→ **Input records**:

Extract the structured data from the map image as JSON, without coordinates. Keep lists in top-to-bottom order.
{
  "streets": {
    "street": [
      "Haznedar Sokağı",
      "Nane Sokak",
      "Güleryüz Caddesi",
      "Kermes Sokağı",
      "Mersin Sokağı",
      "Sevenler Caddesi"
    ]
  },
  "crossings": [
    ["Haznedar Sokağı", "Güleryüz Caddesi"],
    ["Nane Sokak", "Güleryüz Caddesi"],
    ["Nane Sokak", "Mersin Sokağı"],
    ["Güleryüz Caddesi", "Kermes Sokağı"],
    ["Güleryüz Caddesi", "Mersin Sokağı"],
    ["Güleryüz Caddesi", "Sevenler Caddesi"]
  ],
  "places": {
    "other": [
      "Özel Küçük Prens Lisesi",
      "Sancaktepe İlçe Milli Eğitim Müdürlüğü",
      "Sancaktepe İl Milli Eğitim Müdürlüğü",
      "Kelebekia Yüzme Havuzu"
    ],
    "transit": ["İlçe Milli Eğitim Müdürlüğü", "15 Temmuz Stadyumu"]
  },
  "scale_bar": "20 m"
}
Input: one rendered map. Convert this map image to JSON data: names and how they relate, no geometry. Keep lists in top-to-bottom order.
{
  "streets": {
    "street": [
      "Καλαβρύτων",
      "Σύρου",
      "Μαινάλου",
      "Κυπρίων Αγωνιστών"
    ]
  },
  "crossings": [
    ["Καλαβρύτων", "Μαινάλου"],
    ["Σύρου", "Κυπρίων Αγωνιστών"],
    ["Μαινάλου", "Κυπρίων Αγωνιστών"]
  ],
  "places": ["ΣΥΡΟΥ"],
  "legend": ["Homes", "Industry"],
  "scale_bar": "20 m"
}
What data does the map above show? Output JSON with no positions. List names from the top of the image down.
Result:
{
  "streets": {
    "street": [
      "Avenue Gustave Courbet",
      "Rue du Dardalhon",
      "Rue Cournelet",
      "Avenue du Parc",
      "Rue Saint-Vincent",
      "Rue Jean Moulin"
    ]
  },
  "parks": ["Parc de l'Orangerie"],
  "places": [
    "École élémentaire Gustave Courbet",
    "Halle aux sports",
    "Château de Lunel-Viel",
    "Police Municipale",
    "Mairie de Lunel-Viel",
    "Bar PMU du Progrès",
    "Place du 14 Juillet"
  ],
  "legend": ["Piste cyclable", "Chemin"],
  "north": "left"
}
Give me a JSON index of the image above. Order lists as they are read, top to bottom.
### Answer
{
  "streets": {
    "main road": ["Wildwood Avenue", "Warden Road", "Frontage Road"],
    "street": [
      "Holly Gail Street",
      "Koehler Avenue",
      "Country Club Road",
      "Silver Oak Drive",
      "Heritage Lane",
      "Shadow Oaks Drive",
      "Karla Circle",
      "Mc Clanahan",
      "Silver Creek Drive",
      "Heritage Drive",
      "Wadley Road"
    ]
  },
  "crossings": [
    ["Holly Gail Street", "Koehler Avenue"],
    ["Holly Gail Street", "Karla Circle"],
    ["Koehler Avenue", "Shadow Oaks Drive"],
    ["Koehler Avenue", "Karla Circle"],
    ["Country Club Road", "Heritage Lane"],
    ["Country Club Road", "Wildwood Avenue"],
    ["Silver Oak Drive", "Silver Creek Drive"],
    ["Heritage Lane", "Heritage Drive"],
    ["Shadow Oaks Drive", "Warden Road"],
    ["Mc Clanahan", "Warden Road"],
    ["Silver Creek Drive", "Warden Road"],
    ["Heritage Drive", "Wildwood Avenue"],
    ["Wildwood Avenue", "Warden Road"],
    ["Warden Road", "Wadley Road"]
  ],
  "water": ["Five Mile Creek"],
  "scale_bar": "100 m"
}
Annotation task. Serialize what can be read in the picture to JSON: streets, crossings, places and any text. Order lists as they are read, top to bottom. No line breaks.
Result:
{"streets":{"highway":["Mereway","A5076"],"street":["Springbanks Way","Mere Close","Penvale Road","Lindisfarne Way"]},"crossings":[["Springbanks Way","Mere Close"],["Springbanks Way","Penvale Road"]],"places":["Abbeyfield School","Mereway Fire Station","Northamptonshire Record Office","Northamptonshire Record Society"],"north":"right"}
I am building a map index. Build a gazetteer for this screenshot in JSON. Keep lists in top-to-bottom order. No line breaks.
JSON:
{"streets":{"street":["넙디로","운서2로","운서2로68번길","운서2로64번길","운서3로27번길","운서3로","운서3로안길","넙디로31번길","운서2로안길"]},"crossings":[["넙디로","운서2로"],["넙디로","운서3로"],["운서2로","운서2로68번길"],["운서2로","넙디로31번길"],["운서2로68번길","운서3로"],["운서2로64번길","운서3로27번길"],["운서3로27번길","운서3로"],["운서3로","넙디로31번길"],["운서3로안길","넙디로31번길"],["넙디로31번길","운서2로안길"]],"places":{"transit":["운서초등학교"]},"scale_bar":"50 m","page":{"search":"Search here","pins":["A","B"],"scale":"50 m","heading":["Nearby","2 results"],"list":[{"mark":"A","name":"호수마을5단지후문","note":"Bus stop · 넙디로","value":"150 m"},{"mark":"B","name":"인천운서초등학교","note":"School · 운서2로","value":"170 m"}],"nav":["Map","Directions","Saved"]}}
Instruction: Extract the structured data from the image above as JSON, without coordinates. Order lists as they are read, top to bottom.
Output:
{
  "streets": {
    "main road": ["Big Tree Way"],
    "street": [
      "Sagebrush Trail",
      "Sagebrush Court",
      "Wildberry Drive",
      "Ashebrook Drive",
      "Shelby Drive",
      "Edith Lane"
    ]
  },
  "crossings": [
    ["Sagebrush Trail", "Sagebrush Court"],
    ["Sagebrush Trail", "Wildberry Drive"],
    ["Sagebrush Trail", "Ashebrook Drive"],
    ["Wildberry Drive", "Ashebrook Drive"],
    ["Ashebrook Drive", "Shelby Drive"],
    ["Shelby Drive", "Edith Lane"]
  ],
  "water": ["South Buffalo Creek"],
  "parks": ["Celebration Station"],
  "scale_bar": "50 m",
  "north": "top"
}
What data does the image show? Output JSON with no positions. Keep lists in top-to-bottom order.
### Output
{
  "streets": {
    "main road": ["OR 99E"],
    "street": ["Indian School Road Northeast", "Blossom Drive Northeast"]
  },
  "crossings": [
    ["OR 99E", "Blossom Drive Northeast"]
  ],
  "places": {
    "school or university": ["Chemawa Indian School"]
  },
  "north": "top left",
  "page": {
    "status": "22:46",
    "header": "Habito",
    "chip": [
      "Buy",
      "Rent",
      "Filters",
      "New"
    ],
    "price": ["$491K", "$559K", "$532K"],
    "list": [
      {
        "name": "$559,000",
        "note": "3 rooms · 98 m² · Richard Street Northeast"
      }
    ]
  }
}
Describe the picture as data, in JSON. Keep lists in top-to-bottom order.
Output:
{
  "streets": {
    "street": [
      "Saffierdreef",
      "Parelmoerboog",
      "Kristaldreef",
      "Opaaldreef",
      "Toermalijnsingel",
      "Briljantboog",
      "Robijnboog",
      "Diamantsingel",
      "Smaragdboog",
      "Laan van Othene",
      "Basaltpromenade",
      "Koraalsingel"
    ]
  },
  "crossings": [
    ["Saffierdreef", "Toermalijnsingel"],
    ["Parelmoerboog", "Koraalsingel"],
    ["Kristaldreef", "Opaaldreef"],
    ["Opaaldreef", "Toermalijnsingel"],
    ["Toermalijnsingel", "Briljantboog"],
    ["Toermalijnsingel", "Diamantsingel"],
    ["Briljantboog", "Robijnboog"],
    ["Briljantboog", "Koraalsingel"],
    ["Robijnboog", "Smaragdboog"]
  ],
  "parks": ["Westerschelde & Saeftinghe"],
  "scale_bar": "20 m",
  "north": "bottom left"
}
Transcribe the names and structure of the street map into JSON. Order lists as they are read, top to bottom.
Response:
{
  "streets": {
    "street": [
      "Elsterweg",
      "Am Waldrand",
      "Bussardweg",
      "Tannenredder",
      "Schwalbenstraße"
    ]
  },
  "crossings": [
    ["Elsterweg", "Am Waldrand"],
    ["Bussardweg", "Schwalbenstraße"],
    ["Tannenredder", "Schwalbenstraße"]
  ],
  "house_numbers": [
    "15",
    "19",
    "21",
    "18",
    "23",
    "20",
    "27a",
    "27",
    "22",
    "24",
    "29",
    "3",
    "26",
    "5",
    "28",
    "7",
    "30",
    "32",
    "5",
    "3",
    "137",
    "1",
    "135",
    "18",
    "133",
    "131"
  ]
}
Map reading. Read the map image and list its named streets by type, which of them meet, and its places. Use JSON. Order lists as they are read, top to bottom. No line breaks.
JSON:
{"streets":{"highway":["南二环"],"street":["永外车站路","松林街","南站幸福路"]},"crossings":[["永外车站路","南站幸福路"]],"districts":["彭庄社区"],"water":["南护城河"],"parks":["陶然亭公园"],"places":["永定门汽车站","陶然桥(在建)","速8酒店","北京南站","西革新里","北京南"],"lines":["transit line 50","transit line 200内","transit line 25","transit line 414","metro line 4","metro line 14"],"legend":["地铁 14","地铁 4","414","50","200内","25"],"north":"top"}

→ **What you are asked to do**:
Copy every line above in which the string "picture" shows up.

→ **Solved problem**:
Annotation task. Serialize what can be read in the picture to JSON: streets, crossings, places and any text. Order lists as they are read, top to bottom. No line breaks.
Describe the picture as data, in JSON. Keep lists in top-to-bottom order.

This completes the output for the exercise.